Exercise goal: Find the line with "M783 229 882 190 1325 64 1509 6" in the records below. Copy it and every line after it, up to and including the line with "trace(street, '#fff', 10);".

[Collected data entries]
________________________________________
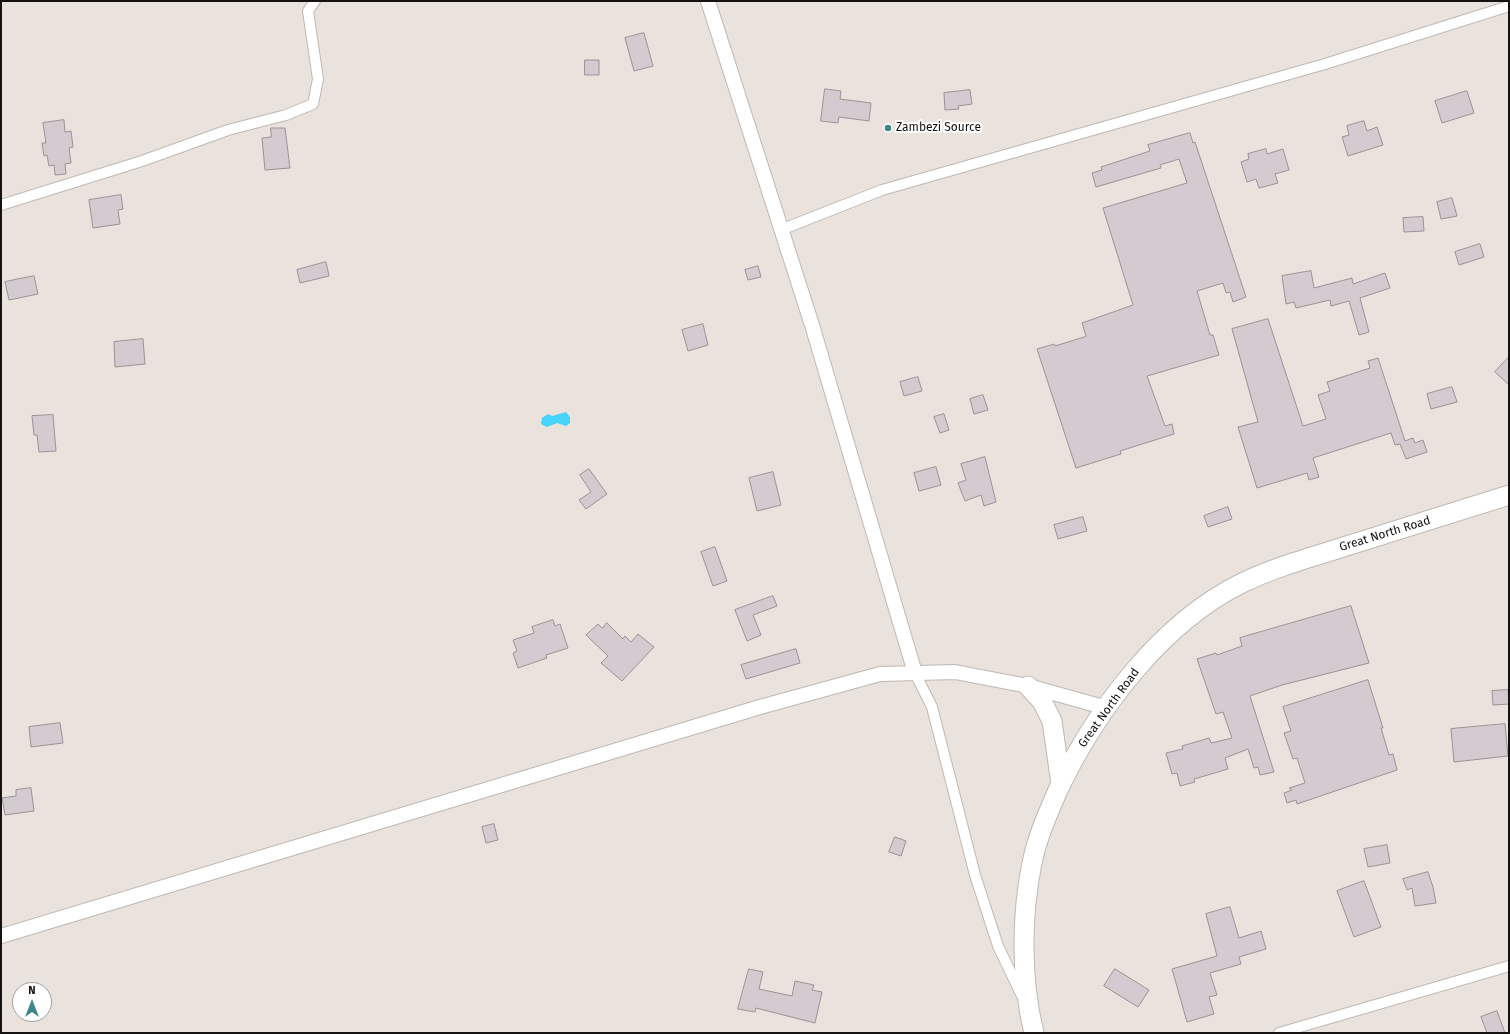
<!DOCTYPE html>
<style>
body{margin:0}
#map{position:relative;width:1510px;height:1034px;overflow:hidden;background:#e9e2dd;font-family:"Fira Sans",sans-serif}
canvas{display:block}
.frame{position:absolute;inset:0;border:2px solid #151211;pointer-events:none}
.north{position:absolute;left:12px;top:982px;width:40px;height:40px;box-sizing:border-box;background:#fff;border:1px solid #a1a0a0;border-radius:50%;rotate:0deg;font-size:11px;font-weight:700;line-height:16px;text-align:center;color:#151211}
.north::after{content:'';display:block;margin:auto;width:14px;height:18px;background:#3e868a;clip-path:polygon(50% 0,100% 100%,50% 72%,0 100%)}
</style>
<div id="map">
<canvas width="1510" height="1034"></canvas>
<div class="frame"></div>
<div class="north">N</div>
</div>
<script>
const g = document.querySelector('canvas').getContext('2d');
g.lineJoin = 'round';
function fillPath(path, color) {
  g.fillStyle = color;
  g.fill(path, 'evenodd');
}
function trace(path, color, width, dash) {
  g.strokeStyle = color;
  g.lineWidth = width;
  g.lineCap = dash ? 'butt' : 'round';
  g.setLineDash(dash || []);
  g.stroke(path);
}
function label(font, color, halo, rows, align = 'center') {
  g.font = font + ' "Fira Sans",sans-serif';
  g.lineWidth = 4;
  g.setLineDash([]);
  g.textBaseline = 'middle';
  g.strokeStyle = halo;
  g.fillStyle = color;
  for (const [text, x, y, turn = 0] of rows) {
    g.save();
    g.translate(x, y);
    g.rotate((+turn || 0) * Math.PI / 180);
    g.textAlign = isNaN(turn) ? turn : align;
    if (halo) g.strokeText(text, 0, 0);
    g.fillText(text, 0, 0);
    g.restore();
  }
}
fillPath(new Path2D(`
 M566 412 570 417V423L566 426 557 423 547 427 541 424 542 418 548 414 552 416Z`), '#47d4fb');
const building = new Path2D(`
 M644 33 653 66 634 71 625 38Z
 M585 60H599V75H585Z
 M825 89 841 91 840 99 871 103 869 121 839 117 838 123 821 121Z
 M970 90 972 104 958 106 959 109 945 110 944 93Z
 M1467 91 1474 113 1442 123 1435 101Z
 M64 120 65 132 71 131 73 147 69 148 71 163 65 164 66 174 55 175 54 165 49 166 47 155 44 156 42 143H46L43 123Z
 M1364 121 1367 131 1377 127 1383 145 1348 156 1342 137 1349 135 1347 126Z
 M271 128H285L290 168 265 170 262 138 271 137Z
 M1190 133 1193 143 1195 142 1246 297 1233 302 1230 292 1226 293 1223 283 1197 291 1210 335H1213L1219 355 1147 376 1165 426 1172 424 1174 434 1120 451 1121 454 1076 468 1037 349 1054 344 1055 346 1084 337 1086 336 1082 323 1133 305 1103 208 1187 183 1179 159 1160 165 1161 168 1096 187 1092 173 1102 170 1101 167 1150 151 1148 145Z
 M1266 149 1267 154 1283 149 1289 170 1275 174 1278 183 1259 188 1256 179 1247 182 1241 162 1249 159 1248 154Z
 M121 195 123 209 118 210 120 224 93 228 89 200Z
 M1452 198 1457 216 1441 219 1437 202Z
 M1423 217 1424 231 1404 232 1403 218Z
 M1480 244 1484 257 1459 265 1455 252Z
 M326 262 329 276 300 283 297 270Z
 M758 266 761 277 748 280 745 270Z
 M1311 271 1314 288 1352 278 1353 284 1385 273 1390 288 1360 298 1369 332 1359 335 1349 301 1331 306 1330 300 1296 308 1294 302 1286 304 1282 276Z
 M34 276 38 294 9 300 5 282Z
 M1268 319 1303 426 1326 419 1318 395 1330 391 1327 382 1370 368 1368 361 1378 358 1405 441 1413 438 1415 443 1423 440 1427 452 1406 459 1400 444 1395 445 1391 433 1313 458 1319 477 1309 480 1307 473 1257 488 1238 427 1258 422 1232 329Z
 M703 324 708 345 688 351 682 330Z
 M143 339 145 364 115 367 114 342Z
 M1509 357V385L1495 372Z
 M918 377 922 391 904 396 900 382Z
 M1452 387 1457 402 1431 409 1427 394Z
 M983 395 988 410 974 414 970 399Z
 M944 414 949 430 940 433 934 417Z
 M53 415 56 451 39 452 37 435H34L32 416Z
 M985 457 996 502 984 506 981 495 965 501 958 483 966 480 961 464Z
 M936 467 941 485 919 491 914 473Z
 M589 469 607 494 586 509 579 500 591 492 580 475Z
 M773 472 781 505 757 511 749 478Z
 M1228 507 1232 519 1208 527 1204 516Z
 M1083 517 1087 531 1058 539 1054 525Z
 M715 547 727 581 713 586 701 552Z
 M773 596 777 606 753 615 761 635 747 641 735 610Z
 M1351 606 1369 663 1282 685 1250 696 1274 772 1260 775 1258 767 1254 768 1248 749 1225 758 1228 769 1194 779 1195 782 1180 786 1177 773 1172 774 1166 753 1183 749 1182 746 1209 738 1211 743 1232 738 1223 712 1216 714 1197 659 1216 653 1217 655 1242 646 1240 638Z
 M553 620 555 626 560 624 568 648 546 655 547 658 518 668 513 653 517 651 513 640 534 633 532 627Z
 M607 623 623 639 625 636 631 642 638 634 654 647 622 681 601 663 608 656 586 635 598 624 602 628Z
 M796 649 800 663 746 679 741 665Z
 M1368 680 1383 728H1381L1389 755 1393 754 1397 770 1297 804 1296 800 1287 803 1284 793 1292 790 1289 788 1305 783 1297 758 1293 759 1284 733 1291 731 1283 707Z
 M1508 690 1509 704 1493 705 1492 691Z
 M60 723 63 743 31 747 29 727Z
 M1505 724 1508 756 1454 762 1451 729Z
 M31 788 34 811 5 815 2 798 16 796V790Z
 M494 824 498 840 486 843 482 827Z
 M895 837 906 841 901 856 889 852Z
 M1387 845 1390 863 1368 867 1364 849Z
 M1428 872 1433 887 1436 903 1415 906 1412 888 1407 890 1403 879Z
 M1364 881 1381 927 1354 937 1337 891Z
 M1230 907 1239 938 1261 931 1266 949 1239 957 1241 964 1210 973 1217 995 1209 997 1214 1014 1187 1022 1172 969 1217 956 1206 914Z
 M749 969 763 972 759 989 792 996 795 981 814 985 812 990 822 992 815 1023 756 1008 755 1012 738 1009Z
 M1115 969 1149 990 1138 1007 1104 986Z
 M1497 1011 1505 1033H1487L1481 1017Z`);
fillPath(building, '#d3cbcf');
trace(building, '#9a9296', 1);
const street = new Path2D(`
 M1 205 142 161 228 130 286 115 313 104 318 79 308 11 315 1
 M783 229 882 190 1325 64 1509 6
 M915 673 932 707 975 875 998 946 1022 996
 M1279 1033 1509 966`);
const secondary = new Path2D(`
 M708 1 812 325 915 673
 M1 936 760 707 880 674 955 672 1028 686 1107 708`);
const highway = new Path2D(`
 M1028 686 1042 701 1052 721 1061 784
 M1034 1033C1021 980 1021 917 1032 863 1037 838 1048 813 1058 790 1096 710 1161 623 1242 583 1277 566 1316 556 1353 544 1405 528 1457 511 1509 495`);
trace(street, '#bfb8b3', 12);
trace(secondary, '#bfb8b3', 16);
trace(highway, '#bfb8b3', 21);
trace(street, '#fff', 10);
trace(secondary, '#fff', 14);
trace(highway, '#fff', 19);
for (const [x, y, r, color] of [
 [888,128,4,"#3e868a"]
]) {
  const dot = new Path2D();
  dot.arc(x, y, r, 0, 2 * Math.PI);
  g.fillStyle = color;
  g.fill(dot);
  trace(dot, '#fff', 1.5);
}
label('12px', '#151211', '#fff', [
 ["Zambezi Source",896,128]
], 'left');
label('12px', '#151211', '#fff', [
 ["Great North Road",1385,534,-17],
 ["Great North Road",1109,708,-54]
]);
</script>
________________________________________
Task response:
 M783 229 882 190 1325 64 1509 6
 M915 673 932 707 975 875 998 946 1022 996
 M1279 1033 1509 966`);
const secondary = new Path2D(`
 M708 1 812 325 915 673
 M1 936 760 707 880 674 955 672 1028 686 1107 708`);
const highway = new Path2D(`
 M1028 686 1042 701 1052 721 1061 784
 M1034 1033C1021 980 1021 917 1032 863 1037 838 1048 813 1058 790 1096 710 1161 623 1242 583 1277 566 1316 556 1353 544 1405 528 1457 511 1509 495`);
trace(street, '#bfb8b3', 12);
trace(secondary, '#bfb8b3', 16);
trace(highway, '#bfb8b3', 21);
trace(street, '#fff', 10);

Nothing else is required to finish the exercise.